The FBI, however, did not independently verify the allegations in the Steele dossier. An earlier analysis by The Epoch Times showed that special counsel Robert Mueller in his nearly two-year-long investigation did not confirm, nor provide any evidence for any of 103 specific claims in Steele’s memos, collectively known as the “Steele dossier.”

“We found that the FBI did not have information corroborating the specific allegations against Carter Page in Steele’s reporting when it relied upon his reports in the first FISA application or subsequent renewal applications,” the IG report stated.

According to the Inspector General, Steele himself was not even the original source of the information.
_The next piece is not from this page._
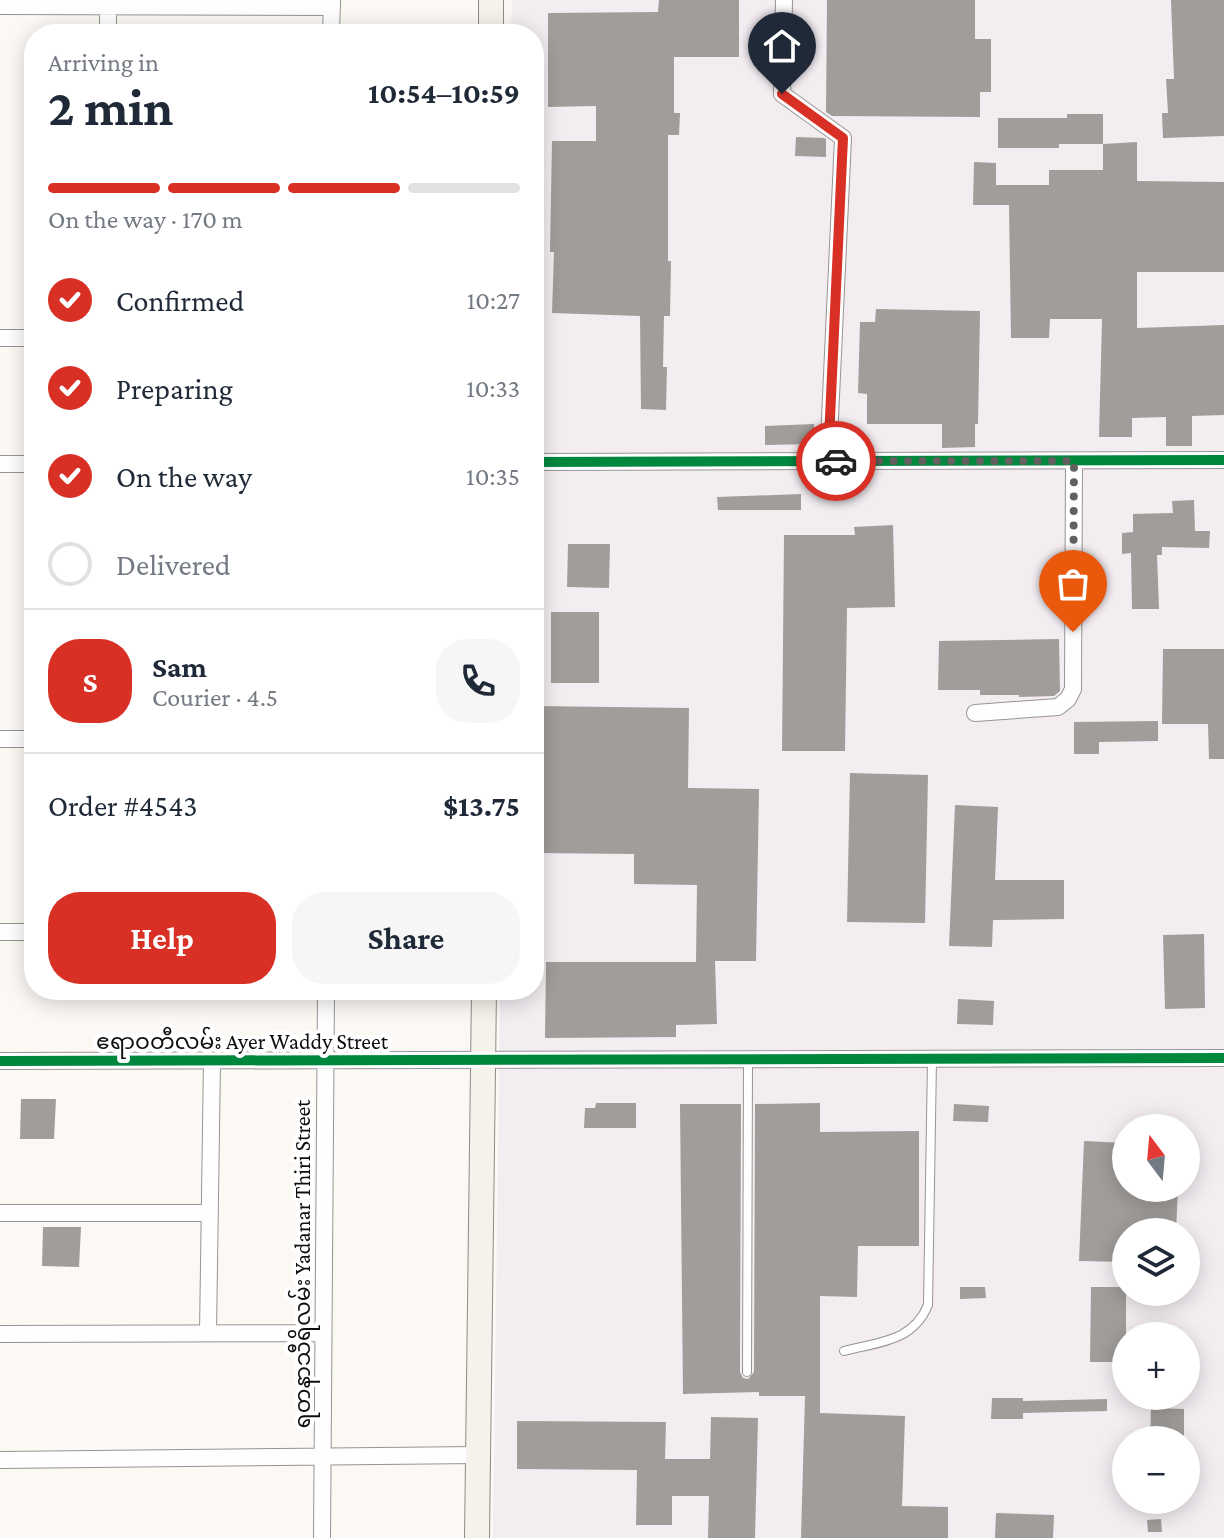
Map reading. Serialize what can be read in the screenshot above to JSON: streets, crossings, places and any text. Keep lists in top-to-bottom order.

“Steele himself was not the originating source of any of the factual information in his reporting. Steele instead relied on a Primary Sub-source for information, who used his/her network of sub-sources to gather information that was then passed to Steele,” the report said.

Steele’s political bias against then-presidential candidate Donald Trump had also been known to Steele’s handling agent as well as the supervisory intelligence analyst who supervised the investigative team’s analytical efforts.
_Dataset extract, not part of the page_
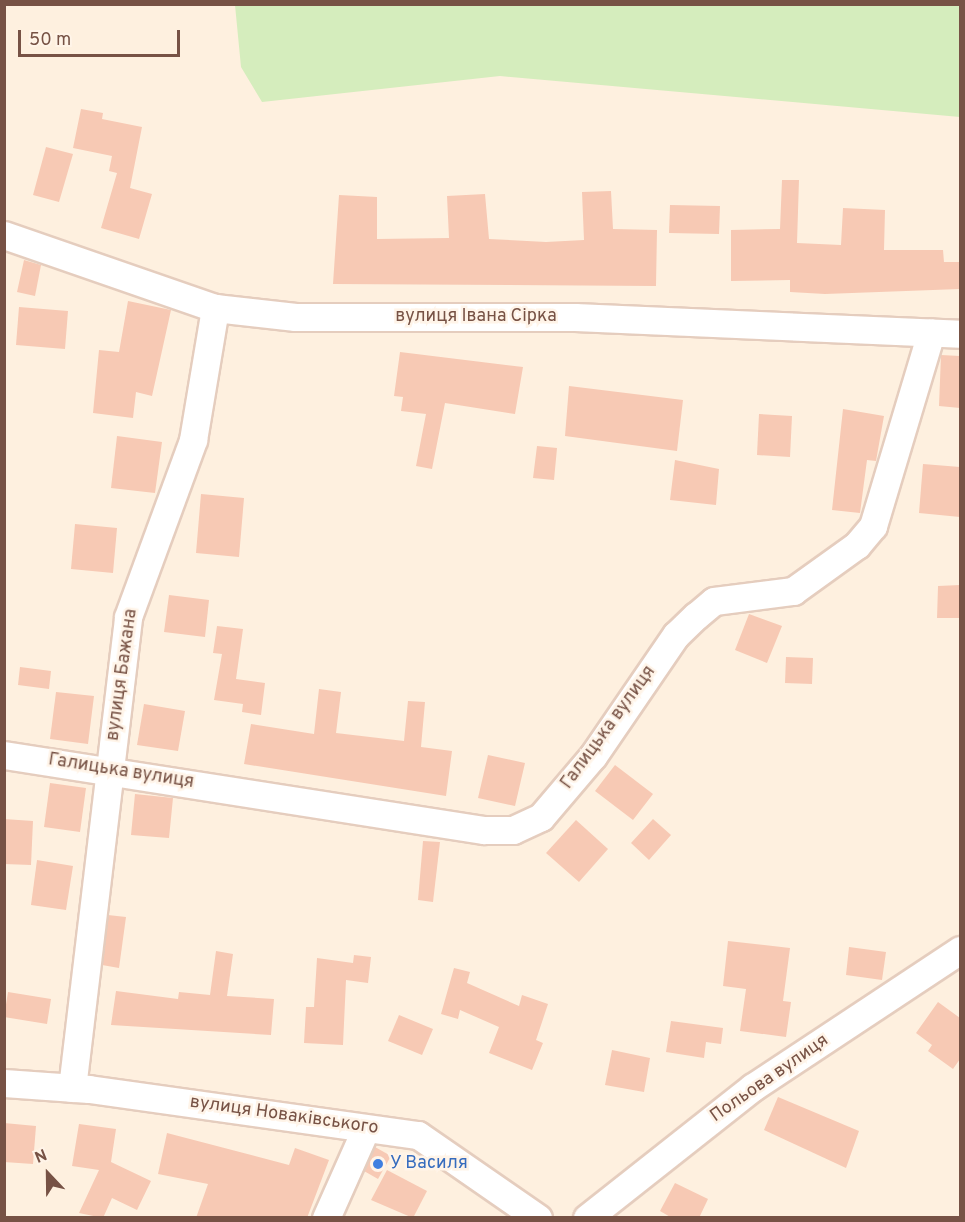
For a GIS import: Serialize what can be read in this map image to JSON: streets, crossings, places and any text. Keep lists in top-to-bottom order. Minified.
{"streets":{"street":["вулиця Івана Сірка","вулиця Бажана","Галицька вулиця","Польова вулиця","вулиця Новаківського"]},"crossings":[["вулиця Івана Сірка","вулиця Бажана"],["вулиця Івана Сірка","Галицька вулиця"],["вулиця Бажана","Галицька вулиця"],["вулиця Бажана","вулиця Новаківського"]],"places":["У Василя"],"scale_bar":"50 m","north":"top"}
Yet despite the fact that Steele’s information was uncorroborated, was paid for by a political campaign, and could not be verified, the FBI used his claims in the FISA application. In its report, the Inspector General said that “FBI policy mandates that the case agent ensure that all factual statements in a FISA application are ‘scrupulously accurate.'”

The Carter Page FISA application consisted of five main allegations. One of them accused Page of “coordination with the Russian government on 2016 U.S. presidential election activities.”

The FBI relied “entirely” on unsubstantiated information in the Steele dossier to substantiate that allegation.

“We found that the FBI did not have information corroborating the specific allegations against Carter Page in Steele’s reporting when it relied upon his reports in the first FISA application or subsequent renewal applications,” the IG report states.

According to the Inspector General, it was especially important, absent independent confirmation of Steele’s claims, for “the FISA applications to articulate the FBI’s knowledge of Steele’s background and its assessment of his reliability.”

Instead, the FBI informed the Foreign Intelligence Surveillance Court, which ruled four times in favor of a FISA warrant on Page, that Steele was “a reliable source.”

Other than one footnote included in the FISA application, after “persistent inquiries” by Stuart Evans, the National Security Division’s Deputy Assistant Attorney General, no mention was made of Steele’s work for a political campaign.

The Inspector General also says it “identified multiple instances in which factual assertions relied upon in the first FISA application were inaccurate, incomplete, or unsupported by appropriate documentation, based upon information the FBI had in its possession at the time the application was filed.”

These examples include the fact that the FBI omitted information detailing the fact that Page had been an “operational contact,” for a U.S. government agency, and that he had provided information on his prior contact with Russian intelligence officers.

Another example states that the FBI “overstated the significance of Steele’s past reporting.”

Some information contained in the Steele dossier was also included in the Obama administration’s intelligence community assessment (ICA) on the actions by Russia to interfere in the 2016 election. According to the IG report, the ICA “was a topic of significant discussion between the FBI and the other agencies participating in it.”